Exercise brief: In the material below, find the line that contains "if (halo) ctx.strokeText(text, 0, 0);" and the line that contains "M 56,0 L 61,0", then write out exactly those two lines and everything between them.

Data to examine:

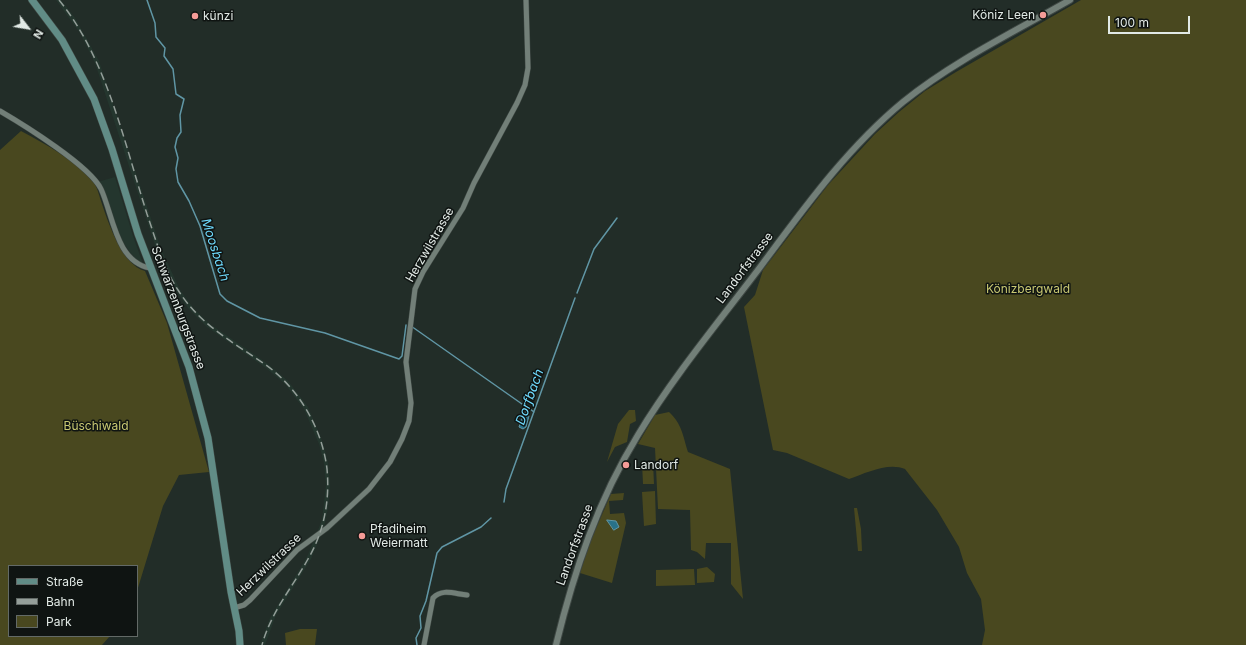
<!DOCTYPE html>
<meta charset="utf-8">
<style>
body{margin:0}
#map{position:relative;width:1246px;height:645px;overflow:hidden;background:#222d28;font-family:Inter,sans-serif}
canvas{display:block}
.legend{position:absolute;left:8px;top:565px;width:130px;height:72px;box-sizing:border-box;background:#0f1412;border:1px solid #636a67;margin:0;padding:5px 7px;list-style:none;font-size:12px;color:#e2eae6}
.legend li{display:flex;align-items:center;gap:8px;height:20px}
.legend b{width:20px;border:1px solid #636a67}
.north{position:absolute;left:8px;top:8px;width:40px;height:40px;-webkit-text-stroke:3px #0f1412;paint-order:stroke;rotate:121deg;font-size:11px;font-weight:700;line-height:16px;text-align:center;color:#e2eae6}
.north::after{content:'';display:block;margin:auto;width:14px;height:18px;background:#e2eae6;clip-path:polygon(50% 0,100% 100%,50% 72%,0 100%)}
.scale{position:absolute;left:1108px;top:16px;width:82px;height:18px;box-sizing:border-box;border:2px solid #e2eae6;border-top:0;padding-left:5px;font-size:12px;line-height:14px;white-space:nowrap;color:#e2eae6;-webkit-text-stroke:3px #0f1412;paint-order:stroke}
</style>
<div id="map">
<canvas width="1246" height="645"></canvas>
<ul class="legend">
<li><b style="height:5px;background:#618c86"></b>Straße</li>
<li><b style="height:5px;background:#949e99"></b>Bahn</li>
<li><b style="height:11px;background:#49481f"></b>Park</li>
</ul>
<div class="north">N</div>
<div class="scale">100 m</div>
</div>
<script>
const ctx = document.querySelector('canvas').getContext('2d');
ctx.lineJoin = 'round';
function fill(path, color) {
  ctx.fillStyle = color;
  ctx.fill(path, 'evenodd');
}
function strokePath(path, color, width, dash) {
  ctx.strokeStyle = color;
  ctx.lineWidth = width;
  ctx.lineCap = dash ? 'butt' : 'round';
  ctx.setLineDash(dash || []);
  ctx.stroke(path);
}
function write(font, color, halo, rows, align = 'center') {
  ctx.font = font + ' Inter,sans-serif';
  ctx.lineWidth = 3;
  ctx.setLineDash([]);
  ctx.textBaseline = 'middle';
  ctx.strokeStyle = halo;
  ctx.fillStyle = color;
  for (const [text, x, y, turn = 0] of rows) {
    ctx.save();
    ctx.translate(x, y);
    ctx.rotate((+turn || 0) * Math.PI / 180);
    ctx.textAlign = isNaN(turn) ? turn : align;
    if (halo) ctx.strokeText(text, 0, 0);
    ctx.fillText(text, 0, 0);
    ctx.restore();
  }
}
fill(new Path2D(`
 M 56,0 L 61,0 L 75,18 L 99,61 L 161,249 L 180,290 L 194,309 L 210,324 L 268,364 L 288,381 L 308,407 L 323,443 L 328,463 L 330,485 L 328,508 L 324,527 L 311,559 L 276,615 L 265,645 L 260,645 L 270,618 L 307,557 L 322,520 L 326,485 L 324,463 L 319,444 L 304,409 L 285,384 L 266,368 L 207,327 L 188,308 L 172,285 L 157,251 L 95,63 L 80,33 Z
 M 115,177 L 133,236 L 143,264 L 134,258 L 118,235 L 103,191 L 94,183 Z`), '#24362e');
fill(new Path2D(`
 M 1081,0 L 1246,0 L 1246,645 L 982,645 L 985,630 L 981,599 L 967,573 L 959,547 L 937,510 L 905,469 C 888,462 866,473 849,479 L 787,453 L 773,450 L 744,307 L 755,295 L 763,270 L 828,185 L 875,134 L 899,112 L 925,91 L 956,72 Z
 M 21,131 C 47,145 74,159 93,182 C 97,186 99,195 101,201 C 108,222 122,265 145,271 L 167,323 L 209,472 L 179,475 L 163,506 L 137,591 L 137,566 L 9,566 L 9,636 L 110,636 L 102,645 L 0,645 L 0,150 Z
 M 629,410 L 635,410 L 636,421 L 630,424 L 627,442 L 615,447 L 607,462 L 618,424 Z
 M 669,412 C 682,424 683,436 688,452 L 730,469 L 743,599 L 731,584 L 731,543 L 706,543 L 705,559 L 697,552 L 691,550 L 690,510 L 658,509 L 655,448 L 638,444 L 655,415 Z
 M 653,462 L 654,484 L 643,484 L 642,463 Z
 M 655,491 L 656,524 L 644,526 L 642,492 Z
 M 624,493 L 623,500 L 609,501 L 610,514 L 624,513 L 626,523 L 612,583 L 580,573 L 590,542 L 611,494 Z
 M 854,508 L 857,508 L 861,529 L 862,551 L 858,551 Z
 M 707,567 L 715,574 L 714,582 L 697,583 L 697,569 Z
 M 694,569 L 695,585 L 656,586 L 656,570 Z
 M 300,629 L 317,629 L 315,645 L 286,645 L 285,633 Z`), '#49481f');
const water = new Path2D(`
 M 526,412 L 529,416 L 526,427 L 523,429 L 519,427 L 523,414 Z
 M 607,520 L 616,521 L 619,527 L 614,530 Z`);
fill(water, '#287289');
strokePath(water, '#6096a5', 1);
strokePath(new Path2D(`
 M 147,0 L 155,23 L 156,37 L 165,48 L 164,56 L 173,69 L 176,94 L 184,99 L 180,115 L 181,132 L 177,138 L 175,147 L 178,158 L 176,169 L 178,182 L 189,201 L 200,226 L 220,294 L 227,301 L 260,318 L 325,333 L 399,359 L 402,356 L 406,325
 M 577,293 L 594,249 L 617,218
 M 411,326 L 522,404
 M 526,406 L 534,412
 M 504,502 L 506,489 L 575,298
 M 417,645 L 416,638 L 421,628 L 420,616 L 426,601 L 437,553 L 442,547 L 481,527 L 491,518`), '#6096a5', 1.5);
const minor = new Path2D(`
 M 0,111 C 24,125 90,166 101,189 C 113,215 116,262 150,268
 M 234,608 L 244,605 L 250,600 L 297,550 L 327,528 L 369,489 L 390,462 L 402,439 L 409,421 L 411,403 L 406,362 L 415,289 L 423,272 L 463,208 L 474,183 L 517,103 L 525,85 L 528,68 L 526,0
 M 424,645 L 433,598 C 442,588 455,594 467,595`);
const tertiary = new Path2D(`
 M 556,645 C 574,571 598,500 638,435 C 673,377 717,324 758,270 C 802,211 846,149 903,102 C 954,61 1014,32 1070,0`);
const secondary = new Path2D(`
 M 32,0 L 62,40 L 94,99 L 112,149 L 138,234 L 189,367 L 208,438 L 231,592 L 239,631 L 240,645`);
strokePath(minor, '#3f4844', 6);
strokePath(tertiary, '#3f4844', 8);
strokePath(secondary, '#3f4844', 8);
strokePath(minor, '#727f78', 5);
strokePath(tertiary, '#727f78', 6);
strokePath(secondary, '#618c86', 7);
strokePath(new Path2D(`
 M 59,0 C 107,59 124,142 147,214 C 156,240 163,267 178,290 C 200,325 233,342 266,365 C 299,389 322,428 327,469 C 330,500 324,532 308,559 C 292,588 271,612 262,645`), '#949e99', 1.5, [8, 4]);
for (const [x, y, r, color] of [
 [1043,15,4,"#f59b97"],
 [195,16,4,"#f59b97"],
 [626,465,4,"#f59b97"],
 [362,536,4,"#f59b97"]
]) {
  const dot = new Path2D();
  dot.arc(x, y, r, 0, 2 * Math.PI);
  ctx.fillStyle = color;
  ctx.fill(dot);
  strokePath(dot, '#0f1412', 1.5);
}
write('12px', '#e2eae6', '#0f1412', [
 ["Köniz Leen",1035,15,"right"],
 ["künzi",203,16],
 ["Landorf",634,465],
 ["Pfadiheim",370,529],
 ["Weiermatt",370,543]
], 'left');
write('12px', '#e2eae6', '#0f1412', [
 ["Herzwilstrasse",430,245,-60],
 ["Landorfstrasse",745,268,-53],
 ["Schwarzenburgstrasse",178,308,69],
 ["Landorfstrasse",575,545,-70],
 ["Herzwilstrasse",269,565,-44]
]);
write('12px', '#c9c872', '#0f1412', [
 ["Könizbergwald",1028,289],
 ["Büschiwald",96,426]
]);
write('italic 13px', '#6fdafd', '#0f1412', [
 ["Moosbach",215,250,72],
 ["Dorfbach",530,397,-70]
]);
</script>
--
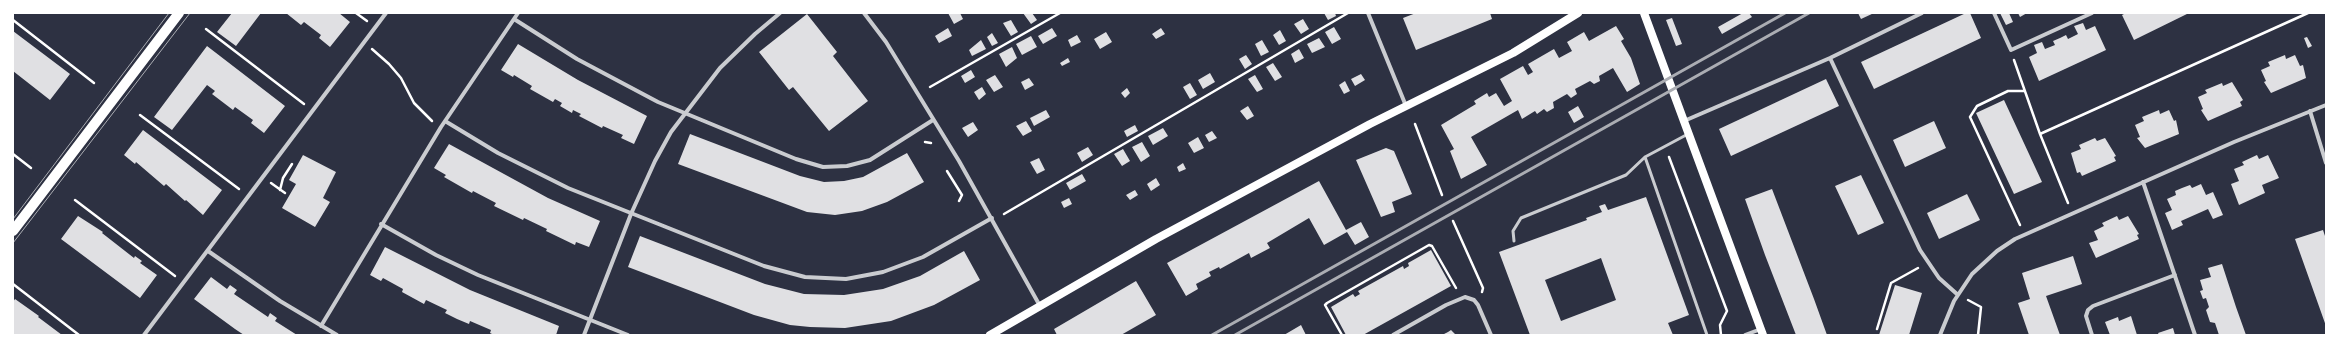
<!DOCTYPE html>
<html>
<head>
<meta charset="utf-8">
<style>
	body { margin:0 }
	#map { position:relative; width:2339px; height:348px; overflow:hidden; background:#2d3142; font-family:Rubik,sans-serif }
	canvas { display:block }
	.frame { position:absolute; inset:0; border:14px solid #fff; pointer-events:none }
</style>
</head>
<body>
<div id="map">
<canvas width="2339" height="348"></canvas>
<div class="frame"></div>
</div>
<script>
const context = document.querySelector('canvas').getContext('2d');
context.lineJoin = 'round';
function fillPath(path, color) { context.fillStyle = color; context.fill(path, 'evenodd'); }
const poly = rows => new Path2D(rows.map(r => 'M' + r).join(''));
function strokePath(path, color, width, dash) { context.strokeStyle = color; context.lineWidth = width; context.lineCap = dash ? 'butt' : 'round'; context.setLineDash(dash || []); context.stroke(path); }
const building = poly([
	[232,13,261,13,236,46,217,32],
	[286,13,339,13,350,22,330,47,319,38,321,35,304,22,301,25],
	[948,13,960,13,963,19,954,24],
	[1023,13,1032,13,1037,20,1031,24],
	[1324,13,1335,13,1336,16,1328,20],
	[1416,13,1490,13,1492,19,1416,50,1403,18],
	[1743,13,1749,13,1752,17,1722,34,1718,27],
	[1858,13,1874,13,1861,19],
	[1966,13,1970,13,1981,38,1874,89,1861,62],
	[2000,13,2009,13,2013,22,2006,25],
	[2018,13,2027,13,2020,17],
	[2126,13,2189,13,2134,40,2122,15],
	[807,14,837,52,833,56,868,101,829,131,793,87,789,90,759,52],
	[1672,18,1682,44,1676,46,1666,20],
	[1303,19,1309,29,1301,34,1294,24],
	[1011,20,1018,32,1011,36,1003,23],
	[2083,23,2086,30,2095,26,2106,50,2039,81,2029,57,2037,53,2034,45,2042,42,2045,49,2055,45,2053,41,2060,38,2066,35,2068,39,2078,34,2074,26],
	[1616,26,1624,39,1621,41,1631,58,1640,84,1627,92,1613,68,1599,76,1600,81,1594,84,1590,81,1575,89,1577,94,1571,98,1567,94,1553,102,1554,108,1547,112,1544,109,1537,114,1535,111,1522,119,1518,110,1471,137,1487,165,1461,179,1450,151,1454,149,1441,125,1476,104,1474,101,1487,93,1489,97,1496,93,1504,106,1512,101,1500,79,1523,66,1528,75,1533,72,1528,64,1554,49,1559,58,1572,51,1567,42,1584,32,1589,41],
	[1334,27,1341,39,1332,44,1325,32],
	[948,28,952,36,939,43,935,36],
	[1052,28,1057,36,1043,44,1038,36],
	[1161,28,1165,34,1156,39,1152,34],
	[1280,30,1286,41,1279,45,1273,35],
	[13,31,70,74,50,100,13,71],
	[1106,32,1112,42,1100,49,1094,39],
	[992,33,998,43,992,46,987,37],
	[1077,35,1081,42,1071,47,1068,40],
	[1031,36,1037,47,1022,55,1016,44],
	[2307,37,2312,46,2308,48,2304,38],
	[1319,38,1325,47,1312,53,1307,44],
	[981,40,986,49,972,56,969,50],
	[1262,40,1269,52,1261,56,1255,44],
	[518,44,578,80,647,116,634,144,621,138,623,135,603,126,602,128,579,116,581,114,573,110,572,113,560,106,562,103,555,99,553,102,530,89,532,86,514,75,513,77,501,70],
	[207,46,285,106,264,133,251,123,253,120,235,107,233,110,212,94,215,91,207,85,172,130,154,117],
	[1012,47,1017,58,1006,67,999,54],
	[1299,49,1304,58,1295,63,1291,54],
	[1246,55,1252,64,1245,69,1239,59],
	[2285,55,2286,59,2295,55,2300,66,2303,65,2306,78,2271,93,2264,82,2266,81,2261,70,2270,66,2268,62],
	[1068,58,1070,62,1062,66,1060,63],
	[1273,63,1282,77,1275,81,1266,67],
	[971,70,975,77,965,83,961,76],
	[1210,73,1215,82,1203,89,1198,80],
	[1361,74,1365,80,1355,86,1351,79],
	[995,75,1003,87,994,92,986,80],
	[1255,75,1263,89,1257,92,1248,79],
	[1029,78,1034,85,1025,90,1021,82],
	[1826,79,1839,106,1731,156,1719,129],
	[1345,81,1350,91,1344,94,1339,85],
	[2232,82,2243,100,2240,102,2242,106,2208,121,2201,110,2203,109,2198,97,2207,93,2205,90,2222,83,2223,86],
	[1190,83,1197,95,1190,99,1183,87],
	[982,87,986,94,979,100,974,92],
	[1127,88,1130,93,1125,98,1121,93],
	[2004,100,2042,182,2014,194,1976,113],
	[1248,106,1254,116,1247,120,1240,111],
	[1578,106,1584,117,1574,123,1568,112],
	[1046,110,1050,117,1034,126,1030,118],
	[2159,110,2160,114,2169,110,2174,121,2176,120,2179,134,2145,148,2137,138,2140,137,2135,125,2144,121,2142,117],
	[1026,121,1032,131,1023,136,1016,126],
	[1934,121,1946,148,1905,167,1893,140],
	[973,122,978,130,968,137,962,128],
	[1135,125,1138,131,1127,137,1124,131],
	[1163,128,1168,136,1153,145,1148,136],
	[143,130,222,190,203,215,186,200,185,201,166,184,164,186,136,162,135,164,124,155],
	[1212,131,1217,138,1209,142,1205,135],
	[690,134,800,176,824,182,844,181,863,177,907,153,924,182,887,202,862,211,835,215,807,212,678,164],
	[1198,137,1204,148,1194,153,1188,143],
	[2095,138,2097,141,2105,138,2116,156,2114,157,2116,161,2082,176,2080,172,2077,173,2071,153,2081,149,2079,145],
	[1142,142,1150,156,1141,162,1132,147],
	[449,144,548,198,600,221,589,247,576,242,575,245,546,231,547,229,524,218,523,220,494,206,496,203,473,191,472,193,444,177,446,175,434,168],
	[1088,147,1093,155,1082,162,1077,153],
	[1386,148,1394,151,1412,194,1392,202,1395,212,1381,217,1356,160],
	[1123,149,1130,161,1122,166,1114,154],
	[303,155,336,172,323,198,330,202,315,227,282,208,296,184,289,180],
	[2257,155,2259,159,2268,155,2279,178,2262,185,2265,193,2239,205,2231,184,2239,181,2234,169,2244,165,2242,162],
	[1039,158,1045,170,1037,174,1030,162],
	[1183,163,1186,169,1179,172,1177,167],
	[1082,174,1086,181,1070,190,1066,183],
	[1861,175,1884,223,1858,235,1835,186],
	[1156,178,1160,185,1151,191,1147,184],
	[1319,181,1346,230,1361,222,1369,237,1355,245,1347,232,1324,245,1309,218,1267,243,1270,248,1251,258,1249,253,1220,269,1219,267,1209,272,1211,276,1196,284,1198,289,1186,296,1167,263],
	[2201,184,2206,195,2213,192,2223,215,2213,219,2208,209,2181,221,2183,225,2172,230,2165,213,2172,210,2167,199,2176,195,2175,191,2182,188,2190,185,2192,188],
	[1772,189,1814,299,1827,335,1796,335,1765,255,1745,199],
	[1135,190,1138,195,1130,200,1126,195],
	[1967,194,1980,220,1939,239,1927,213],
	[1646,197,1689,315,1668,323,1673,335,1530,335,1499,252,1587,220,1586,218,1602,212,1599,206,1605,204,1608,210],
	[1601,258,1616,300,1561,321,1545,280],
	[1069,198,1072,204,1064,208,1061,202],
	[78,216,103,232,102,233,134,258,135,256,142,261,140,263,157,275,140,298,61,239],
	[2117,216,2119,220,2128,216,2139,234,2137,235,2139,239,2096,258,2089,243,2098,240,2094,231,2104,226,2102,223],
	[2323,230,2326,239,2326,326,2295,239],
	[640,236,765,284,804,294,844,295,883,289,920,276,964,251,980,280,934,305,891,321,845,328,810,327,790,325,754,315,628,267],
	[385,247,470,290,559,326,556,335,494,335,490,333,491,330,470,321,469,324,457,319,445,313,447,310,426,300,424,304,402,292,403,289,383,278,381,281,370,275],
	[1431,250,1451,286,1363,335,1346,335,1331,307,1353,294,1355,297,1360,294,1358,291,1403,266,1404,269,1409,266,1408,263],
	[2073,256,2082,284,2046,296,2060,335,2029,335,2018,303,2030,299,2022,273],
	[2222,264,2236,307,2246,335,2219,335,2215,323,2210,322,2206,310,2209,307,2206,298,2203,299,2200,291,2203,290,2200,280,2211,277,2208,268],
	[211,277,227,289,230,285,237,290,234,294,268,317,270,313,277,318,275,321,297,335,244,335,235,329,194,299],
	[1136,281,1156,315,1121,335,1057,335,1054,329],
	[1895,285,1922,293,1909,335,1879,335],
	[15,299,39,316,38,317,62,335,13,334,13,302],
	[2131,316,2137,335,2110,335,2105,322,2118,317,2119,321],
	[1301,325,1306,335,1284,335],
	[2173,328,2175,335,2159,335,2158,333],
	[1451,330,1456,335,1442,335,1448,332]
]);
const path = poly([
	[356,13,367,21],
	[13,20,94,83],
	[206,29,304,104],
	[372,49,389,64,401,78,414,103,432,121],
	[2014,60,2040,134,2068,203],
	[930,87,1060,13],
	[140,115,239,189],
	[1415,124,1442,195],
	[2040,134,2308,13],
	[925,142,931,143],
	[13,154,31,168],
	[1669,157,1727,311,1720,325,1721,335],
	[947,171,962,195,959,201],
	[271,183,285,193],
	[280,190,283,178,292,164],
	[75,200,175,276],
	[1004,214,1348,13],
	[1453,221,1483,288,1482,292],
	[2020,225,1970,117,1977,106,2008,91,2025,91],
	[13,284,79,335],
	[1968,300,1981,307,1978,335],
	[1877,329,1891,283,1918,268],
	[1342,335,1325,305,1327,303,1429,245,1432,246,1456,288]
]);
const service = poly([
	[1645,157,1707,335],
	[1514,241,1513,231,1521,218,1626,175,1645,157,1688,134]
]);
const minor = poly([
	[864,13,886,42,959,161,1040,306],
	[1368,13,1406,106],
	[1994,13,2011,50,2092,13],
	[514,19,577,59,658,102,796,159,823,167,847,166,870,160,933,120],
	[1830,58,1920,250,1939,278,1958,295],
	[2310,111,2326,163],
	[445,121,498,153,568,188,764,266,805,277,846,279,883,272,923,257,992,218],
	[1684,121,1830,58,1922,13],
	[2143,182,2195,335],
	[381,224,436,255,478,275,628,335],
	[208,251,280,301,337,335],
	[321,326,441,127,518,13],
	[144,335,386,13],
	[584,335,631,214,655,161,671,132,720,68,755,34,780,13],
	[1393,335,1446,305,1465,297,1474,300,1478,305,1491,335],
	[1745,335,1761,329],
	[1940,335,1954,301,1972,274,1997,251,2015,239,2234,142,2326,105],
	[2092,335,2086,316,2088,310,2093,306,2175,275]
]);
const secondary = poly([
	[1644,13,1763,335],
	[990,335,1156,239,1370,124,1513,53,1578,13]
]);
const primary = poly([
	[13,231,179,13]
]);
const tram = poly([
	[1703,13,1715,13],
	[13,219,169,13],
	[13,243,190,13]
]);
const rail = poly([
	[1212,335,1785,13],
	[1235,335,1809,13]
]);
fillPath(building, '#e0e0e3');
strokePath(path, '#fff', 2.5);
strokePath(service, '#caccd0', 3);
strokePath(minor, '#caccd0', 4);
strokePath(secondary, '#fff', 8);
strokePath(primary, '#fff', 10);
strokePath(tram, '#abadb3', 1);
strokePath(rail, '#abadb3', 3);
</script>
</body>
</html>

Reply:
    if (halo) ctx.strokeText(text, 0, 0);
    ctx.fillText(text, 0, 0);
    ctx.restore();
  }
}
fill(new Path2D(`
 M 56,0 L 61,0 L 75,18 L 99,61 L 161,249 L 180,290 L 194,309 L 210,324 L 268,364 L 288,381 L 308,407 L 323,443 L 328,463 L 330,485 L 328,508 L 324,527 L 311,559 L 276,615 L 265,645 L 260,645 L 270,618 L 307,557 L 322,520 L 326,485 L 324,463 L 319,444 L 304,409 L 285,384 L 266,368 L 207,327 L 188,308 L 172,285 L 157,251 L 95,63 L 80,33 Z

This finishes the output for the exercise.